One dead, more than 200 sickened by Salmonella outbreak at Melbourne Cup

By Joseph James Whitworth contact

- Last updated on GMT

Related tags: Supply chain, Salmonella

Salmonella from eggs source of Melbourne cup outbreak
Salmonella from eggs source of Melbourne cup outbreak
An outbreak of Salmonella at Melbourne Cup catering functions has been linked to the death of a woman and has sickened at least 220 people.

The illnesses have been tied to eggs purchased from an unnamed Brisbane fresh food wholesaler which were used by Piccalilli Catering in fresh mayonnaise.

The firm provided catering services to clients at venues around Brisbane on Melbourne Cup Day, which is Australia's best known horse racing event.

A possible factor

Doctor Susan Vlack, director of Metro North Public Health Unit, said Salmonella was possibly a contributing factor to the 77 year old woman's death and investigations are continuing.

The unit is investigating the series of outbreaks across up to 40 different Melbourne Cup functions.

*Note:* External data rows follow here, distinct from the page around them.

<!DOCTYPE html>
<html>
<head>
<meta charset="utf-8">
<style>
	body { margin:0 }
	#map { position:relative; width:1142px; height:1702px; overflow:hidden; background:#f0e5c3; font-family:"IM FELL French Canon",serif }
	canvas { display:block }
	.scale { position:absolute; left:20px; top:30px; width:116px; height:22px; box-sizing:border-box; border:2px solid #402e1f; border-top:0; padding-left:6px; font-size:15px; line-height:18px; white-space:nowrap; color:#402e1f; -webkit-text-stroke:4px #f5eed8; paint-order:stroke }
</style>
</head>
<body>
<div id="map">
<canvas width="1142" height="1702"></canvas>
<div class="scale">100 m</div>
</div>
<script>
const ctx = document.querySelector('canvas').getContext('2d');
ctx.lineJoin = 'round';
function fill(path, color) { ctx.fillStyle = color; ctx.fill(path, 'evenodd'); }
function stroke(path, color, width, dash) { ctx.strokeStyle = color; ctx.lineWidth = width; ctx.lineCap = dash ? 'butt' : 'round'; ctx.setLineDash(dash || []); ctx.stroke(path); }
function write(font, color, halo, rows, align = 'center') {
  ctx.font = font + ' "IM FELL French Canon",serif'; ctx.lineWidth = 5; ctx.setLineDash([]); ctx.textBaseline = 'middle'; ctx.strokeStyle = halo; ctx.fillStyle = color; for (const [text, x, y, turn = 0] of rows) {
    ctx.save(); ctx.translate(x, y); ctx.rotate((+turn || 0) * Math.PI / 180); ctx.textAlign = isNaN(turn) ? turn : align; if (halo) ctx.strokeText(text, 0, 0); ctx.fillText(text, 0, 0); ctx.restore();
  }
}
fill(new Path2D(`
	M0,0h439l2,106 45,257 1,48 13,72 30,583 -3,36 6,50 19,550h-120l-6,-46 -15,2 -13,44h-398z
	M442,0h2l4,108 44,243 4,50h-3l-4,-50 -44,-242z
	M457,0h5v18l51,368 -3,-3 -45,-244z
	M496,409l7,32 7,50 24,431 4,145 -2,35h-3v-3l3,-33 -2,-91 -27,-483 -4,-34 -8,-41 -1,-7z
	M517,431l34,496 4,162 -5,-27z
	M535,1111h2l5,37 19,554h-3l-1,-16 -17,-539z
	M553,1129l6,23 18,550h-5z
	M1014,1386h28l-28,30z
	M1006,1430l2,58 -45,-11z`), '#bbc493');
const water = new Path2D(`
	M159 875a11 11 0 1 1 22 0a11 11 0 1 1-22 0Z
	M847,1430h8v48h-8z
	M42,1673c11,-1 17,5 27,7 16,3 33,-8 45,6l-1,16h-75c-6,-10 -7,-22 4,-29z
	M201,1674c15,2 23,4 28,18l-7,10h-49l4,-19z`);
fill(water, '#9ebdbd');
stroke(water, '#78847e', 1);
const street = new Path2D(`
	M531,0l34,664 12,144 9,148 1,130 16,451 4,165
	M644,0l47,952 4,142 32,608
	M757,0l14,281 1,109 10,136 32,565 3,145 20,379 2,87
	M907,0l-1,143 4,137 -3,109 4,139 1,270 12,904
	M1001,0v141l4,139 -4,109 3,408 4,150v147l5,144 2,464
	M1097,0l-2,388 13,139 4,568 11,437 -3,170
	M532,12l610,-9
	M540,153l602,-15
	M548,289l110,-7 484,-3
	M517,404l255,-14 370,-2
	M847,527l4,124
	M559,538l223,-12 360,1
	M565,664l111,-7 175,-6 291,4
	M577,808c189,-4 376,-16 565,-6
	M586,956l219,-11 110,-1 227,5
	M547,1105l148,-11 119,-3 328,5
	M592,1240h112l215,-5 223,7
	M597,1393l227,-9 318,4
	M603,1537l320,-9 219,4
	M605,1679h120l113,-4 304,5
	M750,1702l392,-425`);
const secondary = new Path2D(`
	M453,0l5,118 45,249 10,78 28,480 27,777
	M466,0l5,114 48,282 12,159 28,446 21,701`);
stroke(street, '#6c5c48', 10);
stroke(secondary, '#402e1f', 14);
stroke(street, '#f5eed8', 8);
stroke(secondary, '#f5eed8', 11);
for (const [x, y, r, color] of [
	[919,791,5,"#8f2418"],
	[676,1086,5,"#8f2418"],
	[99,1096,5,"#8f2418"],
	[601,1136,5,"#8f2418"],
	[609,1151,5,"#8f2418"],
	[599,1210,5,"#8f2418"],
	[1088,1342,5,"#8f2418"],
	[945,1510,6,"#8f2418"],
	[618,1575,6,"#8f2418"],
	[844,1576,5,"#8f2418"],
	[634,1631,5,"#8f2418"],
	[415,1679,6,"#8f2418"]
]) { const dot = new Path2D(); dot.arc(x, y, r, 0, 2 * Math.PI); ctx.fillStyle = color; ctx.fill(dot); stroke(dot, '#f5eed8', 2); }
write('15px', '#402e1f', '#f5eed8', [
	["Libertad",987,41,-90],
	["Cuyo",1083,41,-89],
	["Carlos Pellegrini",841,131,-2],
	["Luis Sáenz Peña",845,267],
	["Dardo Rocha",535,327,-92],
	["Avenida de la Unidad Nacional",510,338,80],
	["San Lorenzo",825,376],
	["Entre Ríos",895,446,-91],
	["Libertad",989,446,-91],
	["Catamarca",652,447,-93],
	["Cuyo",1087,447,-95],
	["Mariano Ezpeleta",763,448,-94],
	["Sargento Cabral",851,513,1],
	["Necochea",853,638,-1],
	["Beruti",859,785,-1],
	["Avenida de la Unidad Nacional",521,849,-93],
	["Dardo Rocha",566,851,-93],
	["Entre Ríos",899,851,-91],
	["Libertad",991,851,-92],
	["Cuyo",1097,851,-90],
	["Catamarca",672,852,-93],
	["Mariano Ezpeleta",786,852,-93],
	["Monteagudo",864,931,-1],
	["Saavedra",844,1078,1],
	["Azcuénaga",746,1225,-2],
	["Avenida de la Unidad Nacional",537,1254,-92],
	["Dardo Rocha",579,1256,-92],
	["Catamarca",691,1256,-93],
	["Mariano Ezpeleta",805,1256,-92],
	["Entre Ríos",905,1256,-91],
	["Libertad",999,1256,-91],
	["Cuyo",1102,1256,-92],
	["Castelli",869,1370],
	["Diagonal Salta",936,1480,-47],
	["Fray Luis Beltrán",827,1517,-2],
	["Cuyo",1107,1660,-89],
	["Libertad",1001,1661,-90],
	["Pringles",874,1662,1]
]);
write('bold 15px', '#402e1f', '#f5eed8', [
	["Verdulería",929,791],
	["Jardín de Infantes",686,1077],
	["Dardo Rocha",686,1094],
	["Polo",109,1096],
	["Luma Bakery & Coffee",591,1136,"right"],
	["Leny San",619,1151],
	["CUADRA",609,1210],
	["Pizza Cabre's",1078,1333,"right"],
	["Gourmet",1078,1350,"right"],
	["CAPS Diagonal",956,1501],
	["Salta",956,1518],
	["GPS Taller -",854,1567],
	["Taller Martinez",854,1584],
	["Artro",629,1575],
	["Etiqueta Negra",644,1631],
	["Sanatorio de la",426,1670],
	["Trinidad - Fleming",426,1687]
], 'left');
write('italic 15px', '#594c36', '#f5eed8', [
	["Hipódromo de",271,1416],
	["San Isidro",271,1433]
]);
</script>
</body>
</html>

"We have written to all companies and private function coordinators who used this caterer, advising them of the situation, and providing information for all attendees about the importance of careful personal hygiene to limit spread​,” said Vlack.

"It has been stressed that they need to report to us if they experience sickness, particularly if they are health workers or work in handling food.”

Salmonella can spread to humans via contaminated food, such as meat, poultry, eggs and their by-products.

It may cause severe illness in young children, older people and in the immuno-suppressed.

University of Adelaide resources are currently investigating the sources of Salmonella​ on egg farms and in the supply chain to prevent the pathogen spreading.

Piccalilli Catering: We were let down

Piccalilli Catering co-owner Helen Grace said it is undertaking an investigation of supply chain arrangements, to ensure it is “not let down by suppliers in this manner again​”.

“We are deeply upset and distressed by this outcome. We always pride ourselves on sourcing the freshest Australian ingredients for our kitchens,” ​she said in a statement.

“We feel very disappointed and let down that the normally reliable fresh food supply chain has failed us – and our clients – on this occasion.

“Having sourced those eggs from a normally reputable fresh food market, we had no reason to believe they were not up to the very high standards we demand of our suppliers.

“Suffice to say we will not source produce from this supplier in the future. We will leave it to our insurers and lawyers to determine what other action should be taken.”